# REQUIRED ACTION
The answer must consist of every line below containing "sans".

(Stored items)
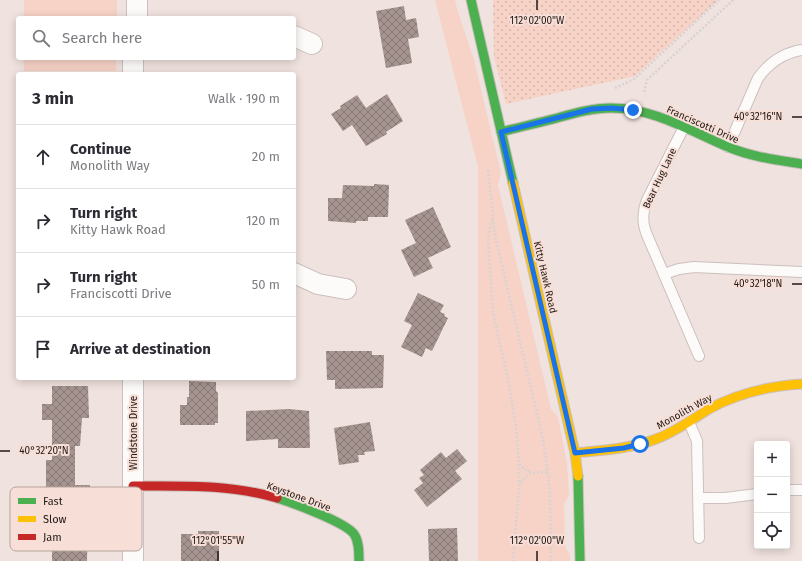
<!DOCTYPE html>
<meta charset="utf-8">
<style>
:root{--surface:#fff;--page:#f2f2f3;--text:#2b2b33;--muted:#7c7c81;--line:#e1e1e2}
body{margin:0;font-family:"Fira Sans",sans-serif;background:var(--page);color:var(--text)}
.controls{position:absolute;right:12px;bottom:12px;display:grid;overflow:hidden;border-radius:4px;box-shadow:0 2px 10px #0003}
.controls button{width:36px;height:36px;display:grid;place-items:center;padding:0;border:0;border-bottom:1px solid var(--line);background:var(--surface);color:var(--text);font:20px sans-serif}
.stop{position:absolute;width:12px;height:12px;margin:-9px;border:3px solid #1a73e8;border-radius:50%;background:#fff}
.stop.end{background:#1a73e8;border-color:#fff;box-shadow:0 1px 4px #0008}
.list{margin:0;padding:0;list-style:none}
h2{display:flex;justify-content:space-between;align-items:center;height:52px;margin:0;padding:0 16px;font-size:17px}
h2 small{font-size:13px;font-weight:400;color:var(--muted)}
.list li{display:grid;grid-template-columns:26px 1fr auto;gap:12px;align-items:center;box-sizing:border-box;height:64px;padding:0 16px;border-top:1px solid var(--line)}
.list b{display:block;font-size:15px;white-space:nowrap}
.list p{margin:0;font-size:13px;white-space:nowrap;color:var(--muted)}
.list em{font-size:13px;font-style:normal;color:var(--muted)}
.icon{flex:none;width:22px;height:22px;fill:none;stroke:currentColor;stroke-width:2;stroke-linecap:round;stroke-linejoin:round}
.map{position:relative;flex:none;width:802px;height:561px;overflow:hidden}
.search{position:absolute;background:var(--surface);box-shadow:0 2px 10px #0003;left:16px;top:16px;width:280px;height:44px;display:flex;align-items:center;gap:10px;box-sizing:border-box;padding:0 14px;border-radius:4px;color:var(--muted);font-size:15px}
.panel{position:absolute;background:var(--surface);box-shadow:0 2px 10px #0003;left:16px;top:72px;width:280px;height:308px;border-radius:4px}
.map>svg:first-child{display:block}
</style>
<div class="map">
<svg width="802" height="561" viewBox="0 0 802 561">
<defs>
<pattern id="park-dots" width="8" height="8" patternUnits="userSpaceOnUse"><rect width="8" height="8" fill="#f7d2c6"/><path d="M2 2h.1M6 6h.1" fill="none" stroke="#d3b4a9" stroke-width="1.8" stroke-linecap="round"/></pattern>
<pattern id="building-cross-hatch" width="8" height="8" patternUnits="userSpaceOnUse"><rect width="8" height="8" fill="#a5948f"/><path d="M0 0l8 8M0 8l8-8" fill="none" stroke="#867874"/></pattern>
</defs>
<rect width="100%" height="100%" fill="#f0e2de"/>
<path fill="#f7d2c6" d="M24,0H117V18H24Z
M435,0H455L457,9L474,60L501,173L498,185L551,409L558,417L567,463L569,495L564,504L565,546L570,555V561H478V167Z
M24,58H116V71H24Z"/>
<path fill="url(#park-dots)" d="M493,0H718L635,76L506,104L494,57Z"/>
<path fill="url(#building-cross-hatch)" d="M404,6L406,20L416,18L419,37L408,39L412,63L386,68L376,11Z
M387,94L403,121L386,132L387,134L366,146L352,125L343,131L331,114L341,108L340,106L357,95L366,108Z
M374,184L389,185L388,217H368V221H356V223L328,221V198H342L343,185L374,186Z
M433,207L451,247L428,258L433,268L414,277L401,250L416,243L405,220Z
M418,293L444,305L440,312L445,314L444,316L448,318L432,351L426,348L422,357L401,347L412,325L404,321Z
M326,351H372V355H384L383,388L335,389V380H327Z
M189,381L216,382V391L218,393V423H215V425H180V405H187V397H189Z
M52,386H88L89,418H82L80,446H75V485H90V507H88L87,561H52V539H68V507H46V460H52V420H42V404H52Z
M289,409L309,411L310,448H278V439L246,441V411Z
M370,422L375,451L364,452L365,455H358L359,462L339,465L334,428Z
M457,449L467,461L455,471L462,479L427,507L414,490L423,483L419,478L424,475L420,470L441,452L446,458Z
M457,528L458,561H429L428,529Z
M198,531H219V561H181V534H198Z"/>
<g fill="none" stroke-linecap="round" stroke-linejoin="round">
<defs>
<path id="lane" d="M684,127L647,200C642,213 642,223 647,235L699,356
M728,147L758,78C769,63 783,53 802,50
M664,274L679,269L694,267L802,272
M689,422L697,441L699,538
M787,490H802
M698,498H725L757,494"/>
<path id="street" d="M137,18V0
M294,36L312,44
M133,74V58
M294,273L318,284L346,289
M133,378V561"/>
<path id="fast" d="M471,0L513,183
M501,132C520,127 538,123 557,118C575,113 592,108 611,108C654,108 690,131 728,147C752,157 777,160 802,164
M578,476L580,561
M277,498C293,503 345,522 354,534C359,541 359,552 359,561"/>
<path id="slow" d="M513,183L575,453L578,476
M575,453C602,450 630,449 656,439C675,432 691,420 709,409C738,393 769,386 802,384"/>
<path id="jam" d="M133,486C182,486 230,484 277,498"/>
</defs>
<use href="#lane" stroke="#cbc0bd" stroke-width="12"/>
<use href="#street" stroke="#cbc0bd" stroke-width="22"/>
<use href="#fast" stroke="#cbc0bd" stroke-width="11"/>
<use href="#slow" stroke="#cbc0bd" stroke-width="11"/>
<use href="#jam" stroke="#cbc0bd" stroke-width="11"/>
<path stroke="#d6d3d1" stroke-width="2.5" stroke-dasharray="2 2" stroke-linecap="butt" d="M615,88L634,79L719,0
M644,92L647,80L733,0
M488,170L495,236L543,439L550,490L551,561
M492,219L488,240L493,312L509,384L516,427L519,464V487L513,561
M519,464L527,471L531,472
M519,486C529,471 530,473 548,472"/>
<use href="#lane" stroke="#fdfbfa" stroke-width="10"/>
<use href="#street" stroke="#fdfbfa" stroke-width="20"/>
<use href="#fast" stroke="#4caf50" stroke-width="9"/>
<use href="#slow" stroke="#ffc107" stroke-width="9"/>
<use href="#jam" stroke="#c62828" stroke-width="9"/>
</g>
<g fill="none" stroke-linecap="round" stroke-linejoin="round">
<path stroke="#1a73e8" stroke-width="5" d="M633,110L612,108L592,109L501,132L575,453L624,448L640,444"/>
</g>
<path fill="none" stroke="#211916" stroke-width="1.5" d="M537,0V10M792,117H802M792,284H802M0,451H10M218,551V561M537,551V561"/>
<g text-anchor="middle" stroke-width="4" stroke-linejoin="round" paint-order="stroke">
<g font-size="10" fill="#211916" stroke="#f7dfd7">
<text transform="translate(703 124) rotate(24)" y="4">Franciscotti Drive</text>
<text transform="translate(659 178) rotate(-65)" y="4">Bear Hug Lane</text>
<text transform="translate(546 277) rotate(77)" y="4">Kitty Hawk Road</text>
<text transform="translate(684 411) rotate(-29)" y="4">Monolith Way</text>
<text transform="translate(133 433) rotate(-90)" y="4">Windstone Drive</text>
<text transform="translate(299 496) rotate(20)" y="4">Keystone Drive</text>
</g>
</g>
<rect x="10" y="487" width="132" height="64" rx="6" fill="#f7dfd7" stroke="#b7a49d" stroke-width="1"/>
<rect x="18" y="498" width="18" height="6" fill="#4caf50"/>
<rect x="18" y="516" width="18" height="6" fill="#ffc107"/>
<rect x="18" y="534" width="18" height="6" fill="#c62828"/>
<g font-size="11" fill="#211916">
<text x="43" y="505">Fast</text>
<text x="43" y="523">Slow</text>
<text x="43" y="541">Jam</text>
</g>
<g font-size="10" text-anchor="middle" fill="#211916" stroke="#f7dfd7" stroke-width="4" stroke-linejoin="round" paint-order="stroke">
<text x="537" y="24">112°02'00"W</text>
<text x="758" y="120">40°32'16"N</text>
<text x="758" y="287">40°32'18"N</text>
<text x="44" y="454">40°32'20"N</text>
<text x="218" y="544">112°01'55"W</text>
<text x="537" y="544">112°02'00"W</text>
</g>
</svg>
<div class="controls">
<button>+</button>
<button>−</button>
<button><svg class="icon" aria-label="locate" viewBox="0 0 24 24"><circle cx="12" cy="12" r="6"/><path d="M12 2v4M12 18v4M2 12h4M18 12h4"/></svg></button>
</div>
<div class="stop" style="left:640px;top:444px"></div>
<div class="stop end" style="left:633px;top:110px"></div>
<div class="search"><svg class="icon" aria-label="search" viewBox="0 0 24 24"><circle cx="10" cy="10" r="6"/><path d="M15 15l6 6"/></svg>Search here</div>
<section class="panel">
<h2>3 min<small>Walk · 190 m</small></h2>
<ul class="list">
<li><svg class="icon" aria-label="ahead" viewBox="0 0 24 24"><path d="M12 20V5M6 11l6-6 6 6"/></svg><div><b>Continue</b><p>Monolith Way</p></div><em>20 m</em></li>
<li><svg class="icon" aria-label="right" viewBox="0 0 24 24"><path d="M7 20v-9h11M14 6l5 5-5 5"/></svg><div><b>Turn right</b><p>Kitty Hawk Road</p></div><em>120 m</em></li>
<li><svg class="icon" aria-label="right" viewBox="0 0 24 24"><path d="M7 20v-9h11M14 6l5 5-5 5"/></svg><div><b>Turn right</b><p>Franciscotti Drive</p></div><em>50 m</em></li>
<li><svg class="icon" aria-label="arrive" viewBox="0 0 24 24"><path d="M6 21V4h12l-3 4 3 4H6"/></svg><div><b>Arrive at destination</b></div></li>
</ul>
</section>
</div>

# SOLUTION
body{margin:0;font-family:"Fira Sans",sans-serif;background:var(--page);color:var(--text)}
.controls button{width:36px;height:36px;display:grid;place-items:center;padding:0;border:0;border-bottom:1px solid var(--line);background:var(--surface);color:var(--text);font:20px sans-serif}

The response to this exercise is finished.